Chapitre 5 - De nouveau
Je rentre chez moi un soir avec le moral dans les chaussettes, après une journée éreintante. Les jours s’étaient écoulés sans que je n’arrive à recroiser son magnifique regard ni même à l’approcher pour lui parler, et je commençais à ne plus espérer quoi que ce soit. Malgré ses souvenirs indescriptibles, je gardais en moi ce petit pincement au cœur de ne probablement plus jamais ressentir un jour cette sensation de connexion intense, d’entière satisfaction sexuelle. L’impression de ne faire qu’un avec ma partenaire. Je croyais avoir enfin trouver celle qu’il me fallait, qui me correspondait, et qui ferait mon bonheur. Et finalement…
Encore dans mes pensées, j’insère la clef dans la serrure de ma porte d’entrée, comme d’habitude. Celle-ci s’ouvre alors, sans que je n’aie le temps de faire un tour complet. Ma main reste en suspens pendant que se dévoile petit à petit mon salon dans l’entrebâillement. Ce n’est pas possible, ça recommence ! Décidemment il va falloir que je parle au proprio de cette foutue porte qui n’en fait qu’à sa tête, et qui s’ouvre sans arrêt et à n’importe qui… Mon cœur s’accélère et je jette un regard dans la pièce sombre, que seule la lumière des réverbères de la rue illumine, cherchant une présence. Rien. Mais cette fois, ma sacoche est accessible et j’en sors mon canif que je glisse discrètement dans ma poche. J’entre ensuite lentement, restant sur le qui-vive, ma main tenant mon couteau prêt à être dégainé dans le doute. J’avance encore dans le noir, mes yeux s’habituant petit à petit au manque de clarté. Mais je ne vois toujours personne. La porte se referme d’un coup derrière moi, plus vite qu’elle ne l’aurait dû. Je sursaute et me retourne brusquement en sortant mon opinel. Elle est là, la main sur la porte qu’elle vient de refermer, adossée au mur.
- Encore ?? Décidément ça devient une habitude de vouloir me blesser, me dit-elle lorsqu’elle aperçoit ce que je tiens dans la main, levant les yeux au ciel et croisant les bras d’un air vexé mais tellement sexy.
Je reste sans voix, et après un court instant de stupeur, je range très vite mon arme.
- Surprise, murmure-t-elle alors avec un sourire en coin et un regard parfaitement coquin. Je t’ai manqué ?
Je ne sais pas bien comment je dois réagir. Est-ce qu’elle se moque de moi ? Elle qui m’a ignoré copieusement pendant de nombreux jours, même lorsque je travaillais sur le même plateau qu’elle… Elle qui n’a montré aucune intention de reparler de ce qu’il s’était passé, ou juste essayé d’avoir l’air polie… Je la regarde mais ne lui rend pas son sourire. J’oscille entre la colère face à son absence totale d’attention pour moi de ces derniers temps, et la joie de la revoir enfin.

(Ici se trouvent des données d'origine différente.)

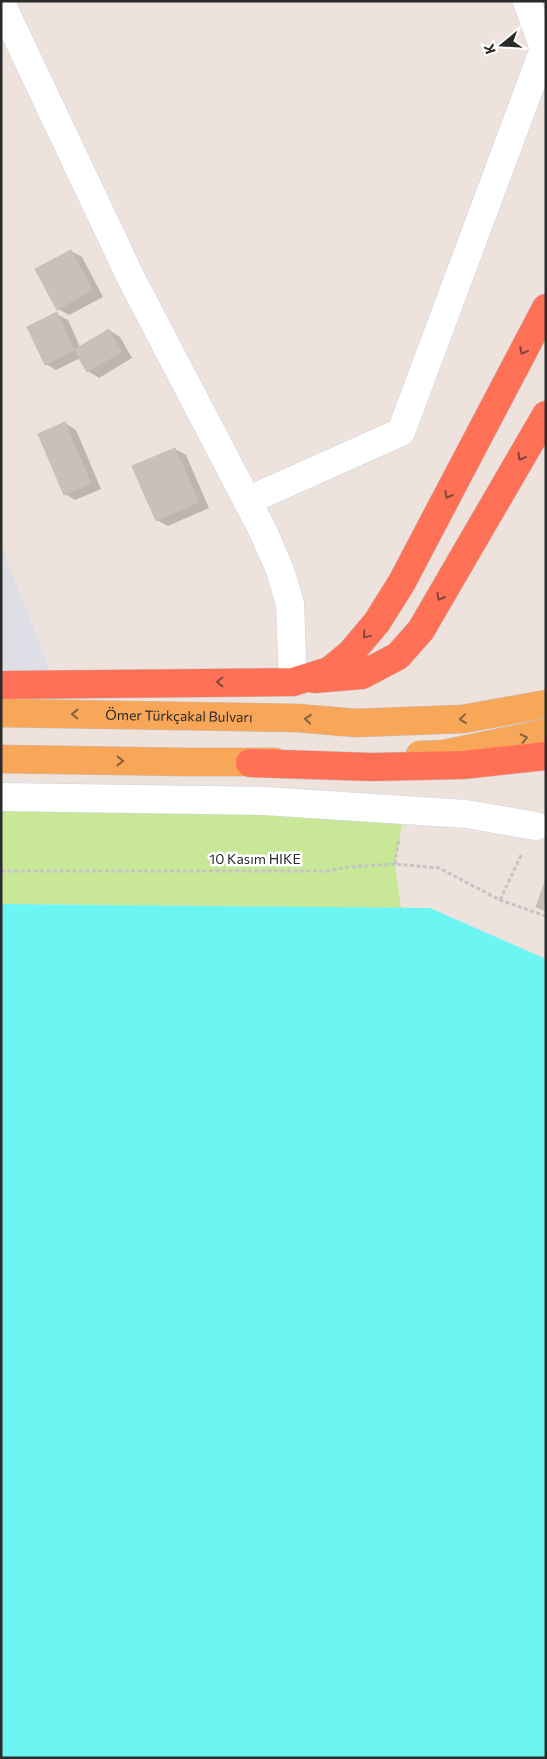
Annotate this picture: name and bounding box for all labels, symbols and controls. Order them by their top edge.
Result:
north arrow [477,20,527,70]
text: K [479,42,499,56]
one-way arrow [519,346,529,355]
one-way arrow [518,451,528,460]
one-way arrow [444,490,454,499]
one-way arrow [436,592,446,601]
one-way arrow [362,629,371,638]
one-way arrow [216,677,224,688]
street label: Ömer Türkçakal Bulvarı [105,706,253,725]
one-way arrow [71,709,79,720]
one-way arrow [459,713,467,724]
one-way arrow [304,714,312,725]
one-way arrow [520,733,529,744]
one-way arrow [116,756,124,766]
street label: 10 Kasım HIKE [209,850,301,867]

- On se tutoie maintenant ? je finis par dire sur un ton glacial, après une profonde inspiration – je n’ai pas l’intention de me laisser utiliser pour autant, et elle me doit des explications.
- Après ce que nous avons vécu ensemble, je pensais qu’on pouvait oui… me répond-elle après un court instant d’hésitation, à priori prise au dépourvu.
- Et moi je pensais que ce qui s’est passé n’avait aucune importance à tes yeux, étant donné que tu m’as complétement ignoré depuis.
- Ah tu vois qu’on se tutoie finalement ! réplique-t-elle d’un air malicieux.
- Ne joue pas à ça avec moi, lui dis-je en fronçant les sourcils.
- OK… dit-elle dans un soupir. Je constate que tu es en colère contre moi, et je le comprends. Mais je peux t’expliquer mon comportement.
- Avec plaisir, je t’écoute, dis-je en croisant les bras d’un air de défi.
- Je ne pouvais pas croiser ton regard, reprend-elle aussitôt, me coupant presque la parole.
- Ah oui ? C’est parfait alors…
- Cela m’était impossible, ajoute-t-elle précipitamment. Impossible, parce que cela aurait réveillé ce désir charnel profondément ancré en moi depuis cette nuit-là, et que cela aurait fait remonter aussi des souvenirs plus que torrides. J’aurais alors ressenti cette pulsion… et je ne sais si j’aurais réussi à me contrôler.
Elle dit cela en rougissant, presque gênée, évitant soigneusement mon regard. Elle est encore plus jolie lorsqu’elle change de couleur…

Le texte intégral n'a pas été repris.